Secondo le Nazioni Unite la quantità di macerie della striscia di Gaza equivale a 13 piramidi egiziane. Tra israeliani e palestinesi regge intanto sempre più a fatica il cessate il fuoco della prima fase del piano Trump. E che per il presidente turco Erdogan non é un affatto un piano di pace. L’analisi di Gianfranco D’Anna
A Gaza dietro la kermesse hollywoodiana della pace in modalità simil Nobel con Trump protagonista assoluto, continua ad aleggiare lo spettro della guerra. Per quanto sia stato difficile raggiungere un cessate il fuoco, che ha portato alla liberazione degli ostaggi israeliani e al rilascio dei prigionieri palestinesi, il percorso verso la pace e l’eventuale ricostruzione sarà lungo e molto impervio. Molte cose devono ancora essere risolte. I motivi di scetticismo sono molteplici. Più che la devastazione e i lutti ciò che resta da rimuovere é soprattutto il terribile odio reciproco.

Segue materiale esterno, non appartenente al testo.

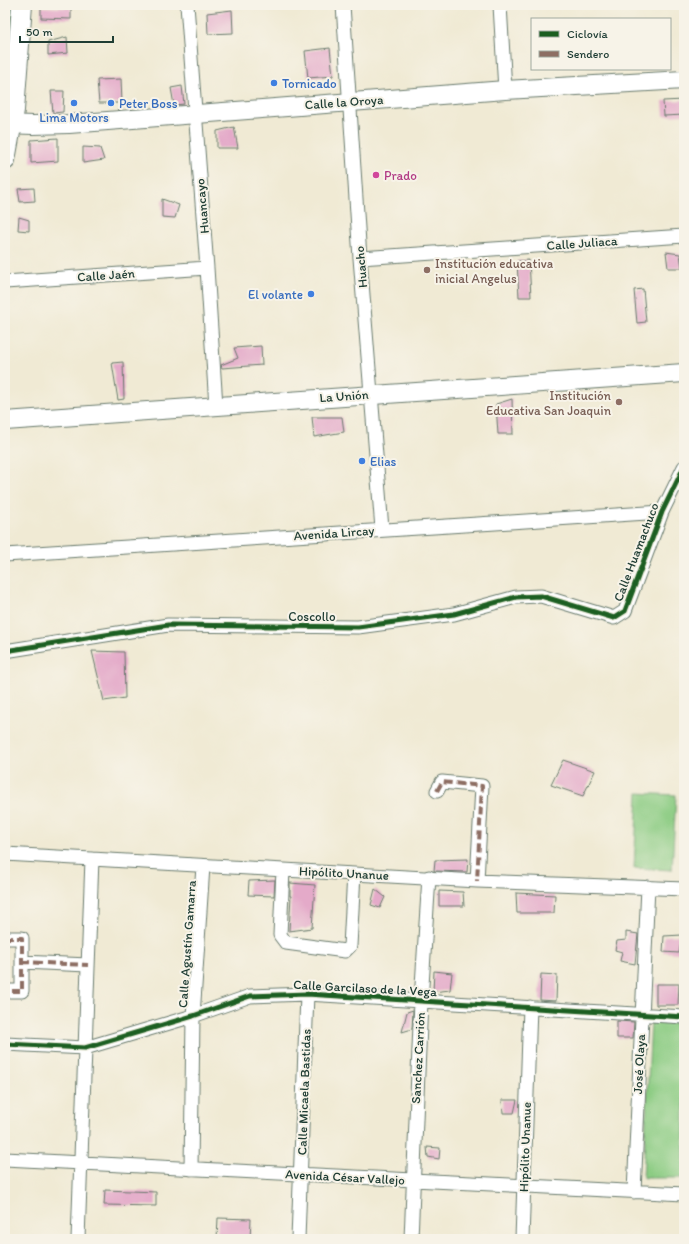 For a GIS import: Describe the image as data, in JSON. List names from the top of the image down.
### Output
{
  "streets": {
    "main road": ["Calle la Oroya", "La Unión"],
    "street": [
      "Huancayo",
      "Calle Juliaca",
      "Huacho",
      "Calle Jaén",
      "Avenida Lircay",
      "Calle Huamachuco",
      "Coscollo",
      "Hipólito Unanue",
      "Calle Agustín Gamarra",
      "Calle Garcilaso de la Vega",
      "Sanchez Carrión",
      "José Olaya",
      "Calle Micaela Bastidas",
      "Avenida César Vallejo"
    ]
  },
  "crossings": [
    ["Calle la Oroya", "Huancayo"],
    ["Calle la Oroya", "Huacho"],
    ["Huancayo", "Calle Jaén"],
    ["Huancayo", "La Unión"],
    ["Calle Juliaca", "Huacho"],
    ["Huacho", "La Unión"],
    ["Huacho", "Avenida Lircay"],
    ["Avenida Lircay", "Calle Huamachuco"],
    ["Calle Huamachuco", "Coscollo"],
    ["Hipólito Unanue", "Calle Agustín Gamarra"],
    ["Hipólito Unanue", "Calle Garcilaso de la Vega"],
    ["Hipólito Unanue", "Sanchez Carrión"],
    ["Hipólito Unanue", "José Olaya"],
    ["Hipólito Unanue", "Avenida César Vallejo"],
    ["Calle Agustín Gamarra", "Calle Garcilaso de la Vega"],
    ["Calle Agustín Gamarra", "Avenida César Vallejo"],
    ["Calle Garcilaso de la Vega", "Sanchez Carrión"],
    ["Calle Garcilaso de la Vega", "José Olaya"],
    ["Calle Garcilaso de la Vega", "Calle Micaela Bastidas"],
    ["Sanchez Carrión", "Avenida César Vallejo"],
    ["José Olaya", "Avenida César Vallejo"],
    ["Calle Micaela Bastidas", "Avenida César Vallejo"]
  ],
  "places": [
    "Tornicado",
    "Lima Motors",
    "Peter Boss",
    "Prado",
    "Institución educativa inicial Angelus",
    "El volante",
    "Institución Educativa San Joaquin",
    "Elias"
  ],
  "legend": ["Ciclovía", "Sendero"],
  "scale_bar": "50 m"
}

Timori sottolineati dal presidente francese Macron che ha rimarcato come persista “un rischio di attacchi terroristici e di destabilizzazione a Gaza da parte di Hamas. Non si smantella un gruppo terroristico con migliaia di combattenti, tunnel e ogni tipo di armamenti dall’oggi al domani”. Ancora più esplicito il portavoce del ministero degli Esteri del Qatar, Majid al Ansari, che in una intervista all’emittente statunitense Fox News, ha dichiarato: “Dobbiamo essere realisti: questa é stata una guerra durata due anni ma i suoi effetti continueranno per decenni”.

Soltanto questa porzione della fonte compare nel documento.